EXERCISE DATA:

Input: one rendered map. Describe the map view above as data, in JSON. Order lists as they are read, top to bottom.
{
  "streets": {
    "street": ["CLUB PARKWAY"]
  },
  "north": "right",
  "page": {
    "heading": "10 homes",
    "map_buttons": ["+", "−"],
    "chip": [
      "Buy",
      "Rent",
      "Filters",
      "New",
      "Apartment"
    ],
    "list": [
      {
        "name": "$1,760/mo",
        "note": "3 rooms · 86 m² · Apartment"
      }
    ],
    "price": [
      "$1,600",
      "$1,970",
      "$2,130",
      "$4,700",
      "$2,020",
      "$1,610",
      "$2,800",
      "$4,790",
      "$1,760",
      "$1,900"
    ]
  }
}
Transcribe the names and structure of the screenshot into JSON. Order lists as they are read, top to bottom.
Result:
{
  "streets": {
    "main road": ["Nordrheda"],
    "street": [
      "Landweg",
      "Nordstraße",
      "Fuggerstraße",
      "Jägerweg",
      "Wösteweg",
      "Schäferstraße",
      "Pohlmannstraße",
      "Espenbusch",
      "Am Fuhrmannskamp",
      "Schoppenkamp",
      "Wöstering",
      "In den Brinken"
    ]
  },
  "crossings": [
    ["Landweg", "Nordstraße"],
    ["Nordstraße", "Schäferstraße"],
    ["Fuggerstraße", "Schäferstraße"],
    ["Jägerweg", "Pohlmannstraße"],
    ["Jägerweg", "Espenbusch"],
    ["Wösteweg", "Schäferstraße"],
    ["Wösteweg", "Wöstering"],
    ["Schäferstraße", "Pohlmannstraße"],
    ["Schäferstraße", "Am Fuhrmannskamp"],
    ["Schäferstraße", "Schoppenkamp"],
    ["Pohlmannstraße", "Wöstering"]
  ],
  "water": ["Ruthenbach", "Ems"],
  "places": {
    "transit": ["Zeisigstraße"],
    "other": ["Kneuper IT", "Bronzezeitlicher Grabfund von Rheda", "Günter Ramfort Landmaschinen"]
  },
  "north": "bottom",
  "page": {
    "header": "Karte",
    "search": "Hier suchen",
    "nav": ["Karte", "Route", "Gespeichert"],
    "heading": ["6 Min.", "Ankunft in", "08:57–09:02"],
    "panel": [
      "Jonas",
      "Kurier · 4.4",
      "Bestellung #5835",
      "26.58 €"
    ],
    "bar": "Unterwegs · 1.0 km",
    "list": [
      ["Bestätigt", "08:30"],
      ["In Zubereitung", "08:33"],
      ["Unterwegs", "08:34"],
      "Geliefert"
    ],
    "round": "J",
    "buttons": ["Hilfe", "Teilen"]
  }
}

PROBLEM STATEMENT: Please return exactly the lines from the first line of the material through the one with "Transcribe the names", and no lines after it.

PROBLEM SOLUTION:
Input: one rendered map. Describe the map view above as data, in JSON. Order lists as they are read, top to bottom.
{
  "streets": {
    "street": ["CLUB PARKWAY"]
  },
  "north": "right",
  "page": {
    "heading": "10 homes",
    "map_buttons": ["+", "−"],
    "chip": [
      "Buy",
      "Rent",
      "Filters",
      "New",
      "Apartment"
    ],
    "list": [
      {
        "name": "$1,760/mo",
        "note": "3 rooms · 86 m² · Apartment"
      }
    ],
    "price": [
      "$1,600",
      "$1,970",
      "$2,130",
      "$4,700",
      "$2,020",
      "$1,610",
      "$2,800",
      "$4,790",
      "$1,760",
      "$1,900"
    ]
  }
}
Transcribe the names and structure of the screenshot into JSON. Order lists as they are read, top to bottom.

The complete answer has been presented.